*** Information shown

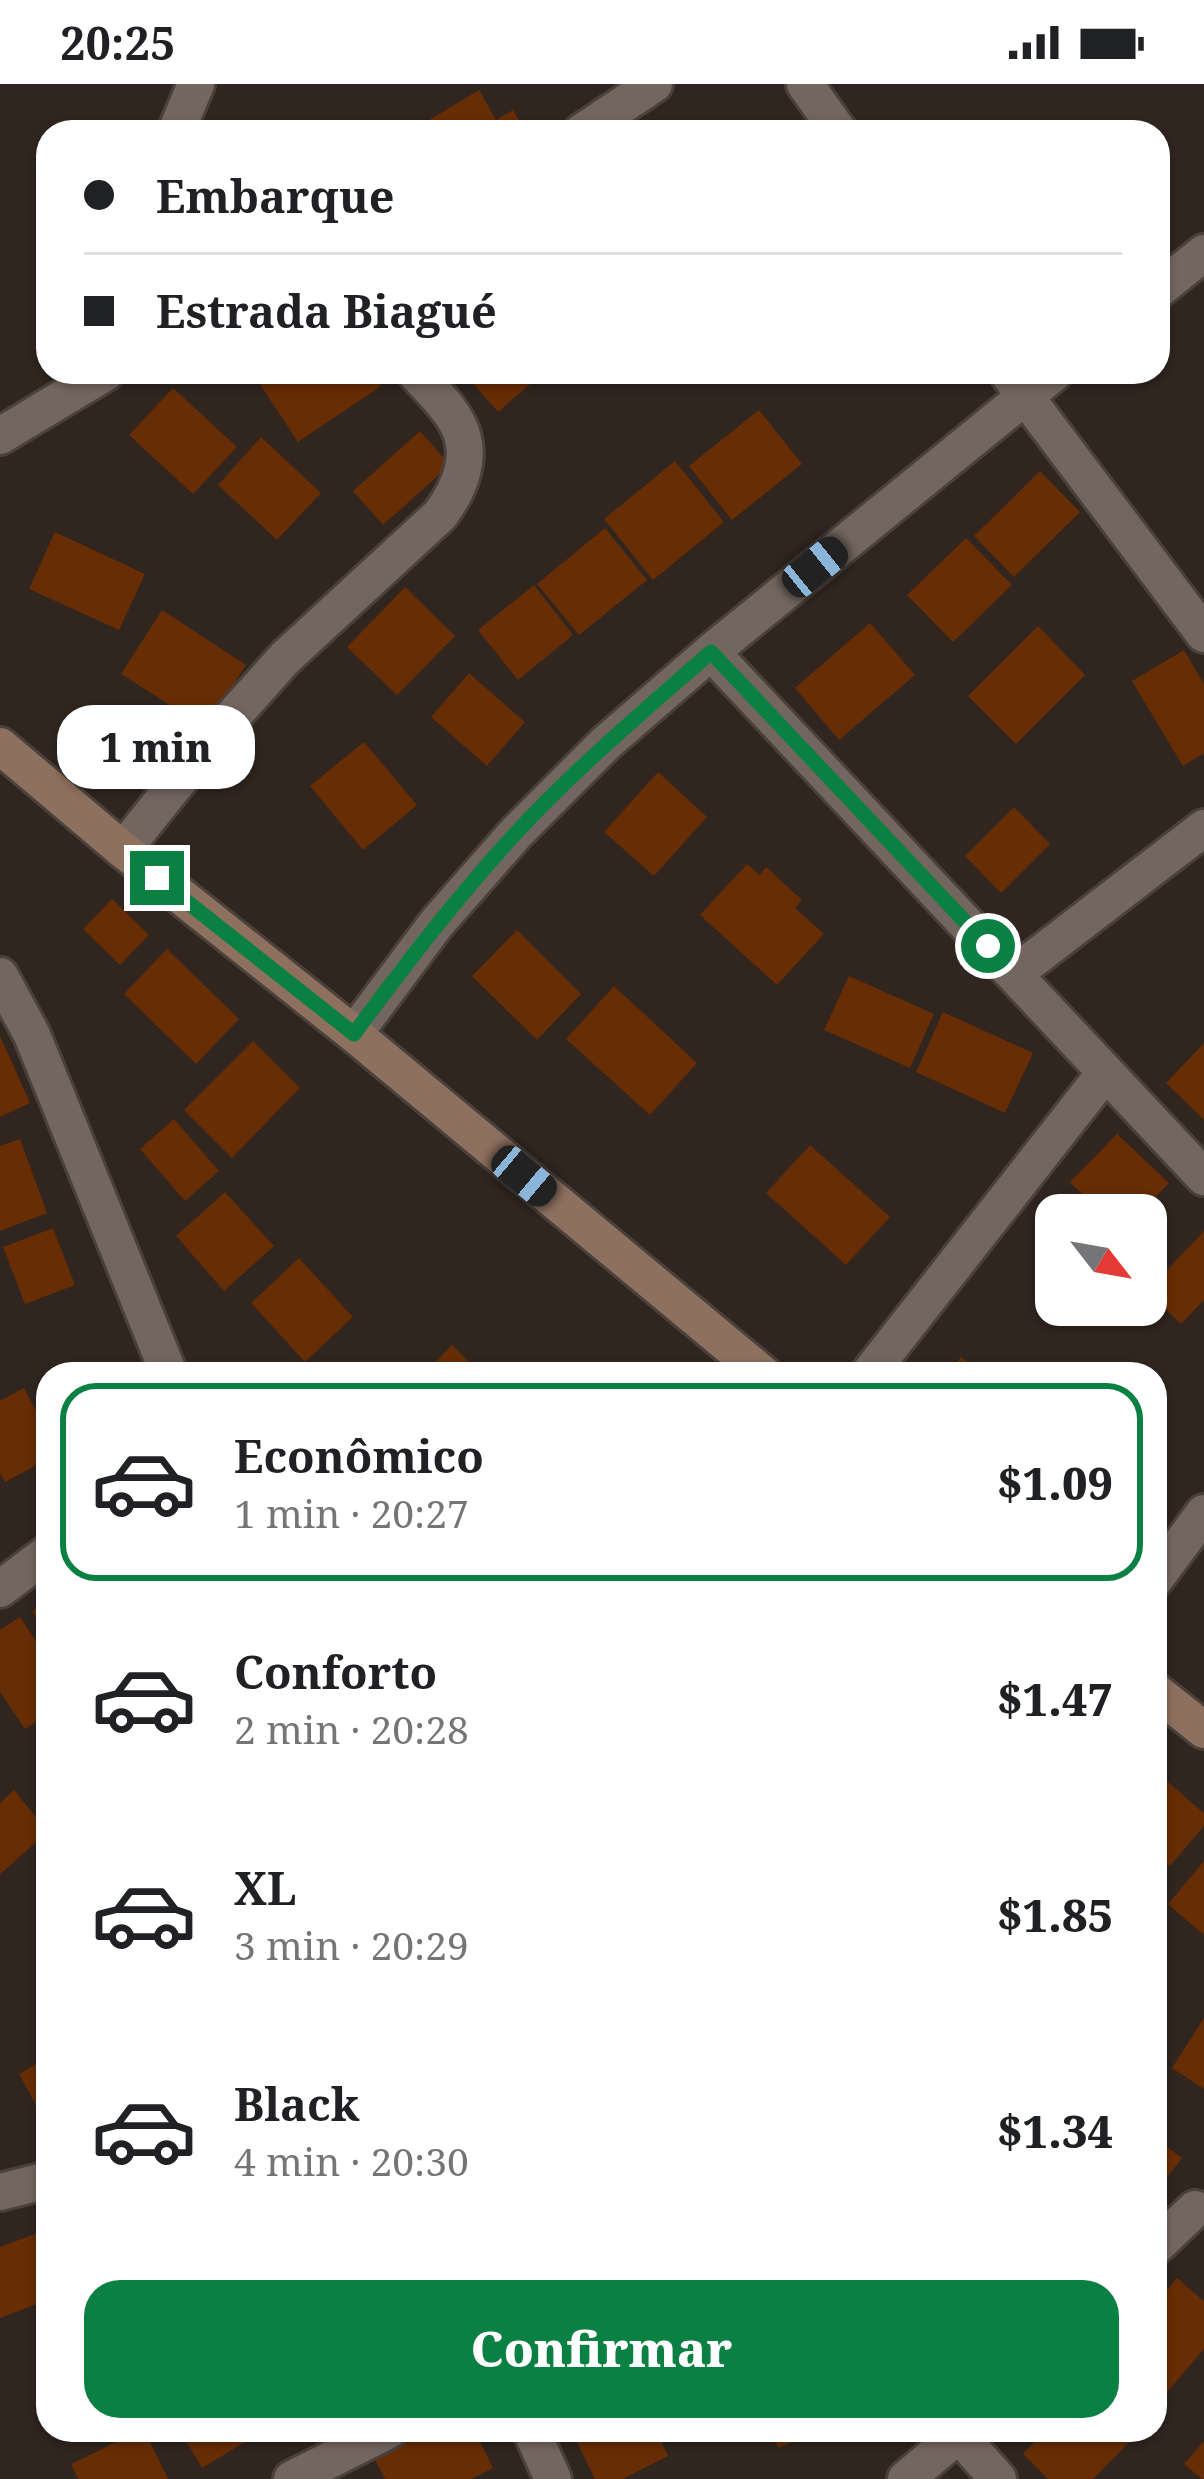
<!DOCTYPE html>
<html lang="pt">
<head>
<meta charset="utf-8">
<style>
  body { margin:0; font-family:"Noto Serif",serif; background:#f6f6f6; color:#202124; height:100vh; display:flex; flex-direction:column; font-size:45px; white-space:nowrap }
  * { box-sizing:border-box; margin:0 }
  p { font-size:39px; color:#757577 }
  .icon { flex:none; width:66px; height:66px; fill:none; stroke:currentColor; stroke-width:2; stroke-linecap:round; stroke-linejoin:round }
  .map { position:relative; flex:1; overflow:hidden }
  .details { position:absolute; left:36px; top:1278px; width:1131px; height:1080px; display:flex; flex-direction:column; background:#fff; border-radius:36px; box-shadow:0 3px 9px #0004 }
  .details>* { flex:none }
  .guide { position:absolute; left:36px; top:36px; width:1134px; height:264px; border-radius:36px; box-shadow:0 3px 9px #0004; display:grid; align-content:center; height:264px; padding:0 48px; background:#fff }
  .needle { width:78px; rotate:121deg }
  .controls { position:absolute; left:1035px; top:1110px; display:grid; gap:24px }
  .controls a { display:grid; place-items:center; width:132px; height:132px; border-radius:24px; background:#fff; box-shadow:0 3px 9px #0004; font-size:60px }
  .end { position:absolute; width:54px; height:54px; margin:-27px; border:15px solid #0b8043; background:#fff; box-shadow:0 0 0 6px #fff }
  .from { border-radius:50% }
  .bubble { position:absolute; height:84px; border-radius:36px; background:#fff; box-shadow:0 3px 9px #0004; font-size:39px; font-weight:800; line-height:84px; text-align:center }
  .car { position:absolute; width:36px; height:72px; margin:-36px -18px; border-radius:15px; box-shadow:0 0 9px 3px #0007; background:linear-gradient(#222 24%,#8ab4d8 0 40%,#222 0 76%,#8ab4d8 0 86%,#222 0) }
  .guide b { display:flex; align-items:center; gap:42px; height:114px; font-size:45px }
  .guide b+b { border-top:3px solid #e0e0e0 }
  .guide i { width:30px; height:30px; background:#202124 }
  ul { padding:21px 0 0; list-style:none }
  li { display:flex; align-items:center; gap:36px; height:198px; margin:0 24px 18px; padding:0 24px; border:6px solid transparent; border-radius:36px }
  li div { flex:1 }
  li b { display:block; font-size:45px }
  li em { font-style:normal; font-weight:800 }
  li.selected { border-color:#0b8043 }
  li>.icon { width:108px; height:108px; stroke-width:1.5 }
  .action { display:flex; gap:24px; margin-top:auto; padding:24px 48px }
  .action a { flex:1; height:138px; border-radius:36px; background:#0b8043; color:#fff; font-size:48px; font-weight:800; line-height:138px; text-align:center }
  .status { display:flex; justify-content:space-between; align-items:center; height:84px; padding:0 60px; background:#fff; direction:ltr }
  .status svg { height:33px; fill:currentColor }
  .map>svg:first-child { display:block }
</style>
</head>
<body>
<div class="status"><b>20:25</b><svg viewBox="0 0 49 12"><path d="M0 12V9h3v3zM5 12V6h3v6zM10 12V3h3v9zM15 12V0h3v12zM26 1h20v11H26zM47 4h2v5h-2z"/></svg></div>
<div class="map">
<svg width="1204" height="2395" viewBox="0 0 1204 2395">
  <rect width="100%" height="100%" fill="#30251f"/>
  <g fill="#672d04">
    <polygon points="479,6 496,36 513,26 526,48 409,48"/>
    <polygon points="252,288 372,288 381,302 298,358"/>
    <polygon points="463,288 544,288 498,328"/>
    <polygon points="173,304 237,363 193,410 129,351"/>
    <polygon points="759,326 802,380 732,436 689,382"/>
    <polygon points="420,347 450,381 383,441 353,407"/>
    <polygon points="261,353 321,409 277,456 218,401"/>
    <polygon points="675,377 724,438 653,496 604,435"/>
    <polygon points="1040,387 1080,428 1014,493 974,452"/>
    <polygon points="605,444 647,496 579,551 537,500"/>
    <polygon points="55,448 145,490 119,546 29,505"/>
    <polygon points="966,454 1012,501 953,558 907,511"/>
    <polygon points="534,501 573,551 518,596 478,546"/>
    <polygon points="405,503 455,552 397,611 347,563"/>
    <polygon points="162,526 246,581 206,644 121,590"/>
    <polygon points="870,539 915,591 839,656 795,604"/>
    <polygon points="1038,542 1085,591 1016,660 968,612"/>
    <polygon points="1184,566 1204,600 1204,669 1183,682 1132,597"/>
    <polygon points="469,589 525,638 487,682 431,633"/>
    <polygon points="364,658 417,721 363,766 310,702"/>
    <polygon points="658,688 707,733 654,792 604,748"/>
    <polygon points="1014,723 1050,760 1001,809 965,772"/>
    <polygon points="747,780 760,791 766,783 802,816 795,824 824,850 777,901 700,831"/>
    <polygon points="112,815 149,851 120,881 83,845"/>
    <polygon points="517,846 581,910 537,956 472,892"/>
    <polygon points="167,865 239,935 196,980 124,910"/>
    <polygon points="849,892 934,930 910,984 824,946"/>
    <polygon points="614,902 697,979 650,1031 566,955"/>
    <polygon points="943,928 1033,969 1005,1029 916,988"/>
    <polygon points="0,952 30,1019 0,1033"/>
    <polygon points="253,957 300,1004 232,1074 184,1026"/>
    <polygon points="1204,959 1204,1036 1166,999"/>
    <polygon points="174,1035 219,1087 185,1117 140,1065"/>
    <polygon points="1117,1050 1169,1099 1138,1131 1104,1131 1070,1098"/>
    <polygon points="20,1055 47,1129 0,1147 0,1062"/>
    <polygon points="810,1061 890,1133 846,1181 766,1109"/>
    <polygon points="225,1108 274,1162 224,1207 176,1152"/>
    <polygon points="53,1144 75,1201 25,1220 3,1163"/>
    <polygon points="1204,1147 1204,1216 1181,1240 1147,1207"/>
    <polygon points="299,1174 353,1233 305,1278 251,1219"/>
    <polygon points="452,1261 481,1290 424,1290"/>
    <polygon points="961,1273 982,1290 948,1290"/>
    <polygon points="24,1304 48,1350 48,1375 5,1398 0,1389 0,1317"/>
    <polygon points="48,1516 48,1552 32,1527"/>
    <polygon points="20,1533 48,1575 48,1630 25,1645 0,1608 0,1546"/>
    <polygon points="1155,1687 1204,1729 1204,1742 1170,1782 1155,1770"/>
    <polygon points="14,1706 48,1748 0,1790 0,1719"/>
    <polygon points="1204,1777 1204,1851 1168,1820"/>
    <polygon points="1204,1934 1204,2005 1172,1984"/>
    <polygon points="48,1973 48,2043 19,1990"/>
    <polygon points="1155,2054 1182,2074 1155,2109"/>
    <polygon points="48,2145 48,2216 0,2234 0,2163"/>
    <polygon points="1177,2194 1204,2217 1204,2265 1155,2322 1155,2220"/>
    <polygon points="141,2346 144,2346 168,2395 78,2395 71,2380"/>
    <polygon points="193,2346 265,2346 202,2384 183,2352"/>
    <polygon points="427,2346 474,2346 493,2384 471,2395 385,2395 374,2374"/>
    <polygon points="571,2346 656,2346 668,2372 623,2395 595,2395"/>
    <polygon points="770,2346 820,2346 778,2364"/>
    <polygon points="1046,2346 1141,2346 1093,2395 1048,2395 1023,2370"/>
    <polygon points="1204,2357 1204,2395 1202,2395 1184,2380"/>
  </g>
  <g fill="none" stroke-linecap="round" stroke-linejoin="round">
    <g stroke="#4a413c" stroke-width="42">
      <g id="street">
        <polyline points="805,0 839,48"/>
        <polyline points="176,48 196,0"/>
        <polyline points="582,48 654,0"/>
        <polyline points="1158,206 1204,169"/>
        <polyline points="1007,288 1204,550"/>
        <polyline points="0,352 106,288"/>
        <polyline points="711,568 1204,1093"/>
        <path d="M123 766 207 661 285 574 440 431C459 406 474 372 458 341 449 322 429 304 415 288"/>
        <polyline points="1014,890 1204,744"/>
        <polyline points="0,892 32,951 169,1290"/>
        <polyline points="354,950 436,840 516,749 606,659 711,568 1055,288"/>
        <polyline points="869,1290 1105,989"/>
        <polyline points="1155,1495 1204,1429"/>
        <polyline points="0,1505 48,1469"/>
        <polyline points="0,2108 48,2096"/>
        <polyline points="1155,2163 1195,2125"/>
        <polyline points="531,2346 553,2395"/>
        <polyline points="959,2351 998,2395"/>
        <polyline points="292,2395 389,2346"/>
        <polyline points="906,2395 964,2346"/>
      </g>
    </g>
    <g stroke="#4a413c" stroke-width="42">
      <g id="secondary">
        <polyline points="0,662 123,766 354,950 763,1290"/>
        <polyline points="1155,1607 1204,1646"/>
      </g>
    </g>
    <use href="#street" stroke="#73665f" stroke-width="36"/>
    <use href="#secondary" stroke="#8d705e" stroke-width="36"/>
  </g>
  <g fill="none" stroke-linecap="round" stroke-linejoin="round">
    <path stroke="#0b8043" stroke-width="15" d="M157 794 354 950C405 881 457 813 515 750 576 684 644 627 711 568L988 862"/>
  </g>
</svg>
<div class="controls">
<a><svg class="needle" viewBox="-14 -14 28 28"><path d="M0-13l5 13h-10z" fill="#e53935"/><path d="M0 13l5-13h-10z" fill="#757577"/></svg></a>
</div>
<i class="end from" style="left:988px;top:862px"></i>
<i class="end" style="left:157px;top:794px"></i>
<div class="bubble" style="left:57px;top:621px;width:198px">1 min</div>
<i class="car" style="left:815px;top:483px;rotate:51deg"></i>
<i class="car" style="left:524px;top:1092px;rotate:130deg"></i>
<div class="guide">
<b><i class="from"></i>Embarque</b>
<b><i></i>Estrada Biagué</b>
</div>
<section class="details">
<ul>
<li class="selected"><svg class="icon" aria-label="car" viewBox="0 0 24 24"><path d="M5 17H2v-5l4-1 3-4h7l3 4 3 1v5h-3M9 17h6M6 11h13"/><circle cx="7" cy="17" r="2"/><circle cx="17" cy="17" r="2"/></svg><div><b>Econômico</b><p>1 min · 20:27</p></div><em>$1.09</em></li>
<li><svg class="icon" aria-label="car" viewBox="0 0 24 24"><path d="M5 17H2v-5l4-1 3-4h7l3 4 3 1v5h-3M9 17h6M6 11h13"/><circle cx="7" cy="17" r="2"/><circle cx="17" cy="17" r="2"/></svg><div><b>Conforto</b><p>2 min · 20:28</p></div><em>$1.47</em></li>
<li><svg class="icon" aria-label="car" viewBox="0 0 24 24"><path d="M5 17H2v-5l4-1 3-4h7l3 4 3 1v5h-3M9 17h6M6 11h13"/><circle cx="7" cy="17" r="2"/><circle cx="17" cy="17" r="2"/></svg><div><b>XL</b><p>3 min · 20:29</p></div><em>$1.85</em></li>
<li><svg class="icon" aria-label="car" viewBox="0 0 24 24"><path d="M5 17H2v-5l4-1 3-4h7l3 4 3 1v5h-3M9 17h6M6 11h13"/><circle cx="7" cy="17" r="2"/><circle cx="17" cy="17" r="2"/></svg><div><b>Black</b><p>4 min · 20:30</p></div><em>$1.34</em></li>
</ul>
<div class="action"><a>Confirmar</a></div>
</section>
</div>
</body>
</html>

******

■ What you will do ■
The expected answer is a copy of each line above containing "street".

■ Solution for this problem ■
      <g id="street">
    <use href="#street" stroke="#73665f" stroke-width="36"/>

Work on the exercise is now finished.